5 Ways to Make Cut Fruits and Vegetables Last Longer
by Meghan SplawnWe independently select these products—if you buy from one of our links, we may earn a commission.
Keeping a stash of cut fruits and vegetables on hand has doubled my family’s produce consumption, and it also makes packing lunches and cooking dinner faster and easier. While there are some potential downsides to storing cut fruits and vegetables — they spoil faster and reportedly have fewer nutrients after a few days — I’d say the increase in actually eating up our produce is worth those negatives. Here are five ways I’ve learned to make cut fruit and vegetables last longer.
Storing cut fruits and vegetables in water seems counterintuitive, but it is a great way to store hardy vegetables like carrots, celery, and potatoes after they are cut. To prolong their freshness, always store in fresh cool water and change out the water every few days for even longer-term storage. Water even works to preserve guacamole’s greenness and to store cut apples.

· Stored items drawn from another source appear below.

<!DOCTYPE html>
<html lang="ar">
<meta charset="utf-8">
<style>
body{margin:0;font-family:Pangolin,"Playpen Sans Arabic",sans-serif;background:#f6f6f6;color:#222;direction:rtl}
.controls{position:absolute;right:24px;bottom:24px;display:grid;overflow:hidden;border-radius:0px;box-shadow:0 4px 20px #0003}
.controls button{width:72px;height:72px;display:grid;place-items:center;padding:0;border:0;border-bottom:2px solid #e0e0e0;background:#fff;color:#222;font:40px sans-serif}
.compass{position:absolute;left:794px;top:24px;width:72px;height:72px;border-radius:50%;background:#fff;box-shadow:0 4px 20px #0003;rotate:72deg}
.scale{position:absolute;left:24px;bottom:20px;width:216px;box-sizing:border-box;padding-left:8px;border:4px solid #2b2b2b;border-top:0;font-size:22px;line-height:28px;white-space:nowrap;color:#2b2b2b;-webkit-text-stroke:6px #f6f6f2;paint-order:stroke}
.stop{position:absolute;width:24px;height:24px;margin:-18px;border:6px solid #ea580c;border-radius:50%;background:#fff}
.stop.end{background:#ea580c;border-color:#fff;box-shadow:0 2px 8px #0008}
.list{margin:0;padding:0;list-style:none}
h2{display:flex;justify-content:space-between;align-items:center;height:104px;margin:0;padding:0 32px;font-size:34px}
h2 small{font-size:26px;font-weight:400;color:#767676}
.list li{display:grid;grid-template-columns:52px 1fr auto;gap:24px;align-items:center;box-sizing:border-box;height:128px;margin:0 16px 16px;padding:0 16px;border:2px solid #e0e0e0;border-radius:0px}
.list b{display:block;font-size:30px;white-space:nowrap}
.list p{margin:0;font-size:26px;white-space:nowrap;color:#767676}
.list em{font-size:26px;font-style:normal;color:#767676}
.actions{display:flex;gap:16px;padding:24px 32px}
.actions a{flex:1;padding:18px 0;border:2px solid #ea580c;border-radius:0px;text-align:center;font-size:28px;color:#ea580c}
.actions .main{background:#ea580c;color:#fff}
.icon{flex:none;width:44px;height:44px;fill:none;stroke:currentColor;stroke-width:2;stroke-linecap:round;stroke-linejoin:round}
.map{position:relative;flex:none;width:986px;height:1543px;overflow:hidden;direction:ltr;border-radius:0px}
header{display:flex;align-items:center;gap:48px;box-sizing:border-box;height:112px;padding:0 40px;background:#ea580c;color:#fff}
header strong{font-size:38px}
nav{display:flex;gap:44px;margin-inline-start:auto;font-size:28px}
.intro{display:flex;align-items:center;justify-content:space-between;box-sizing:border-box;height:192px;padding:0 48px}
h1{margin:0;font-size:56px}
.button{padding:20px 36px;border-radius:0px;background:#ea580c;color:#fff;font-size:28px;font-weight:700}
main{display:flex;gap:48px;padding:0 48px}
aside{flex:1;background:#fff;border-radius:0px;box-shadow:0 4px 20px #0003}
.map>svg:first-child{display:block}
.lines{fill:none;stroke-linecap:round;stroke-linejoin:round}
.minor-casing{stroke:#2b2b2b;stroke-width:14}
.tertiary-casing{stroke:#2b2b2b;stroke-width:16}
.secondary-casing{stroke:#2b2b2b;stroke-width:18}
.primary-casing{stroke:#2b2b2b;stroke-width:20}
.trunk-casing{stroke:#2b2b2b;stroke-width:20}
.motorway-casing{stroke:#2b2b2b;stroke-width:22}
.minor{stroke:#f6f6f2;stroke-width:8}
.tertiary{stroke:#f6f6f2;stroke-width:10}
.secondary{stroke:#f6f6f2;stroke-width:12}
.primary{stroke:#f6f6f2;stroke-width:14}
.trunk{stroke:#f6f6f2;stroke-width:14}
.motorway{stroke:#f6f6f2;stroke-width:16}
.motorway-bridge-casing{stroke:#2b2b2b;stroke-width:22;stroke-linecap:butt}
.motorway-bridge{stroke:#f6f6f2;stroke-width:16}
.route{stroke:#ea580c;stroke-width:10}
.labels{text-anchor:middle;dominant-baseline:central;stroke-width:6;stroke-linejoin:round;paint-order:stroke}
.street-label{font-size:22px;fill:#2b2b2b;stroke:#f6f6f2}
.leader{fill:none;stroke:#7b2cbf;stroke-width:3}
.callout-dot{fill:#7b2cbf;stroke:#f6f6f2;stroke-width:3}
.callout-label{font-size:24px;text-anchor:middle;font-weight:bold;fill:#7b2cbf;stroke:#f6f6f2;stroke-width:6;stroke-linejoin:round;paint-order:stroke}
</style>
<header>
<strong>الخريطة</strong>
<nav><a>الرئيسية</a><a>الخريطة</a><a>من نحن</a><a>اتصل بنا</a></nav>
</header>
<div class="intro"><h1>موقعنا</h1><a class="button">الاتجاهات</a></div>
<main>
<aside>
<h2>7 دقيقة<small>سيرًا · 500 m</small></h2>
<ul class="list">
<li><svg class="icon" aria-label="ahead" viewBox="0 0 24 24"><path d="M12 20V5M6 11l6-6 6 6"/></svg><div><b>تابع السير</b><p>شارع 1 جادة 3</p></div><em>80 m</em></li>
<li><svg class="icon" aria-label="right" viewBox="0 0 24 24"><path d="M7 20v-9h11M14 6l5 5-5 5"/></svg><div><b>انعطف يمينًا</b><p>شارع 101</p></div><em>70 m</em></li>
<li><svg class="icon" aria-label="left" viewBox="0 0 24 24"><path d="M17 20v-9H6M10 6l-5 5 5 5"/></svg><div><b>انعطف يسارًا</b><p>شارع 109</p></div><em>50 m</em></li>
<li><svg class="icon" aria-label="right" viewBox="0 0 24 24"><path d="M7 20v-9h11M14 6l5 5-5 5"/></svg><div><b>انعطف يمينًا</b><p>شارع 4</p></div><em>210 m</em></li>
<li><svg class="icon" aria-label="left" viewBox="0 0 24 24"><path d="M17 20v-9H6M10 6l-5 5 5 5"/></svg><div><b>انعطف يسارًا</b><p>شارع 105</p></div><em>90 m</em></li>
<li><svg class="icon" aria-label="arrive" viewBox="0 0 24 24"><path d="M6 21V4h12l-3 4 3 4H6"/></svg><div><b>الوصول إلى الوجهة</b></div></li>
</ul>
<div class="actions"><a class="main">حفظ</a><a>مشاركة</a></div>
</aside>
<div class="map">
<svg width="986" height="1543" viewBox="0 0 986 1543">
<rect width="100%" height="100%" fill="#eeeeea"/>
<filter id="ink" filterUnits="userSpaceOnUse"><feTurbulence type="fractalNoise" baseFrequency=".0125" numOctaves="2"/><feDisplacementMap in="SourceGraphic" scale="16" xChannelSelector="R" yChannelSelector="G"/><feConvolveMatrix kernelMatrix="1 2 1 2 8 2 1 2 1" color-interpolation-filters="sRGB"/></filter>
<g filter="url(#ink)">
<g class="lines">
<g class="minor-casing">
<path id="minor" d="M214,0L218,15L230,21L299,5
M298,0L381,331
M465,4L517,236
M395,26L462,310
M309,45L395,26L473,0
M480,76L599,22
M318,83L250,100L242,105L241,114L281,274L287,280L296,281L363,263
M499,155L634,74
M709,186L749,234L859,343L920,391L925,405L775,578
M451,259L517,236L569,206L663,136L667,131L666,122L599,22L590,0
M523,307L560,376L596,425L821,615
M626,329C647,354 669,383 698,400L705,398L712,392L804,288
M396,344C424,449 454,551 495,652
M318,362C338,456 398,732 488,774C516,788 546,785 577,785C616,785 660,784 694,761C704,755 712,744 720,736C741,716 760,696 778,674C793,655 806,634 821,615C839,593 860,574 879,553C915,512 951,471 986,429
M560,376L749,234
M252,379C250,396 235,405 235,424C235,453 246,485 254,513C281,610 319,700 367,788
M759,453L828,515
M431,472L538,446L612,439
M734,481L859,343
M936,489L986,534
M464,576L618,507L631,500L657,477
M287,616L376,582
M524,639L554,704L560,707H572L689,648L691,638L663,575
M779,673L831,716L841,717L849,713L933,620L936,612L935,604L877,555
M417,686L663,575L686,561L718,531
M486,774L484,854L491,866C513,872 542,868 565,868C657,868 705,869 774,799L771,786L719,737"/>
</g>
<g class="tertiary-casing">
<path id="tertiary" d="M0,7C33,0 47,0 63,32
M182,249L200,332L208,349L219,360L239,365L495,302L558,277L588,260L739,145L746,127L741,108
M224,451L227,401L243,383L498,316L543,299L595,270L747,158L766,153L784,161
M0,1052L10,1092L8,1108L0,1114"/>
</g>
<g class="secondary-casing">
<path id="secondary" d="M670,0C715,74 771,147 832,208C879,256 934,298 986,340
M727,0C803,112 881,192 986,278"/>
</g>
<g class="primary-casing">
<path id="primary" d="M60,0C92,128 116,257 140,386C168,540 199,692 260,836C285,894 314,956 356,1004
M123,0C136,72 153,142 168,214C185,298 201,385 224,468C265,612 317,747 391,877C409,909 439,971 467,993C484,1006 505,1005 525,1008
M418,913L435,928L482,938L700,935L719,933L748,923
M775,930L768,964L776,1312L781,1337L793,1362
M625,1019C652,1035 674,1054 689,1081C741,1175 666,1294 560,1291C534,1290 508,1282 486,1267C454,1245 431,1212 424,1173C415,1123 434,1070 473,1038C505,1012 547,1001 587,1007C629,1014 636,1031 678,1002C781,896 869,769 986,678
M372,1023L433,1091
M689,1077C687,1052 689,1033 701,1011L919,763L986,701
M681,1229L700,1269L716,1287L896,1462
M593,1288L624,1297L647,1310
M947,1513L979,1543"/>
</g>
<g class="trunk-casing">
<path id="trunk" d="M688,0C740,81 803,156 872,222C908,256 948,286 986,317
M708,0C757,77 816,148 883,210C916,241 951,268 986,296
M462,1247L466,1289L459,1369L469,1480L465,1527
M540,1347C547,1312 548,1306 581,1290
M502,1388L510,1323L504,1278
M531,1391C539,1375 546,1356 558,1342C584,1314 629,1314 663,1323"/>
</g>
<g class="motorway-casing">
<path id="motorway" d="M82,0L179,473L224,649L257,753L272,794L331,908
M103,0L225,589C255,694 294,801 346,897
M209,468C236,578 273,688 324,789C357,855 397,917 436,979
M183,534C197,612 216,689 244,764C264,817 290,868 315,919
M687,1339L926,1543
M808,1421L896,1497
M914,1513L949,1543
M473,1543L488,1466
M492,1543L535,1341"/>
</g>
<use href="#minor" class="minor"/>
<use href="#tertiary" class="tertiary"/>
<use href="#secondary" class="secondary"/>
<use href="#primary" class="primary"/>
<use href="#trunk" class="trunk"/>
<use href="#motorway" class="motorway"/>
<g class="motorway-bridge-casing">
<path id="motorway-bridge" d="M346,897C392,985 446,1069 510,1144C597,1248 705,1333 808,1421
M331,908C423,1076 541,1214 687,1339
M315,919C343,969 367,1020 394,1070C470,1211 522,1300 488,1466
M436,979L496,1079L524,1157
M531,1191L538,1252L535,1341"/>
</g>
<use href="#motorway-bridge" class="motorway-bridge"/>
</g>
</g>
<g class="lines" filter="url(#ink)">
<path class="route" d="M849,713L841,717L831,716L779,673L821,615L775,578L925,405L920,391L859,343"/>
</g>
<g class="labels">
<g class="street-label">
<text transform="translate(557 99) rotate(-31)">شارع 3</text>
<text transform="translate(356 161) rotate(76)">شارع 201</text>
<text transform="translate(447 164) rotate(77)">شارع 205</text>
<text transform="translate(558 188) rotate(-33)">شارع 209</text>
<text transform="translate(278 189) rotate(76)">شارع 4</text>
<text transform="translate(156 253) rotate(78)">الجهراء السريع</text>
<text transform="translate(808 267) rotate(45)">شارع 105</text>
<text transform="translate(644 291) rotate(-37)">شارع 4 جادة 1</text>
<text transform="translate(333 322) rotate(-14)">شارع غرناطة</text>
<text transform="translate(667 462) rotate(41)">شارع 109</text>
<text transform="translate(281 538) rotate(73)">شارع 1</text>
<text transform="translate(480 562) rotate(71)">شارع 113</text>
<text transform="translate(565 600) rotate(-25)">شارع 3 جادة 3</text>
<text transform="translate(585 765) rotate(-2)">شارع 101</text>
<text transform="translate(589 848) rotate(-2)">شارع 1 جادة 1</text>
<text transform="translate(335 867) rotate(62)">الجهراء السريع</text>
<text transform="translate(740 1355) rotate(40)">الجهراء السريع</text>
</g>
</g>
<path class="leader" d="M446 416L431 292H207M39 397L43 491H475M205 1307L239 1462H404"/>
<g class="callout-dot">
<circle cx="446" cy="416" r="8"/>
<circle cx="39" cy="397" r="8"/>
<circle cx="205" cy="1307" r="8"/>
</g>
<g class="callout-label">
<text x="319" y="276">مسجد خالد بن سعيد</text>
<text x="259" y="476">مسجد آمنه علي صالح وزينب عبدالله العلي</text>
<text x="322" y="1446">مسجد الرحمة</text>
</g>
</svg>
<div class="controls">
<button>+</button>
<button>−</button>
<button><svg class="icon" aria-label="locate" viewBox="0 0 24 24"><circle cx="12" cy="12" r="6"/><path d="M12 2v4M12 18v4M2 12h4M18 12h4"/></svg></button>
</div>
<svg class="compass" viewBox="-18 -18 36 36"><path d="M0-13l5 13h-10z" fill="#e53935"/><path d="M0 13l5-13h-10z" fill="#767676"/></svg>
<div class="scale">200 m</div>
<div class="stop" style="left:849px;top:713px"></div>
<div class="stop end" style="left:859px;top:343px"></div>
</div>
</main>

Many home cooks know that a little lemon juice in water can prevent apples from browning, but there are also a few products (like Ball’s Fruit-Fresh) that contain citric acid for preserving the appearance of fruit. You can mimic the results of these products (and add flavor) by tossing fresh fruits with a little lemon or lime juice or sprinkling vegetables with a spice mix like Tajín seasoning before storing.
3. Paper Towels
Paper towels and an airtight container is the best way to store salad greens (even cut romaine), but it also works well for peppers and strawberries. The towels wick away moisture while the container keeps spoilage at bay.
4. Freezing Them
Freezing cut fruits and vegetables is an especially easy shortcut for lunch fodder. It preserves the fruit and vegetables, but also keeps them cool in the lunch box. This works well for berries, corn, peas, carrot slices, and peppers.
5. Cooking Them
Let’s say that the peppers you cut on Sunday are looking a little sad on Wednesday — throw them in a hot oven to roast while you cook dinner and then use them the rest of the week in wraps or on scrambled eggs or sandwiches. Turn cut berries or apples into a quick sauce with a little bit of water in a small saucepan on the stove — then add this fruit sauce to yogurt or smoothies throughout the week. That way your hard work doesn’t go to waste and you can still enjoy your daily intake of fruits and vegetables.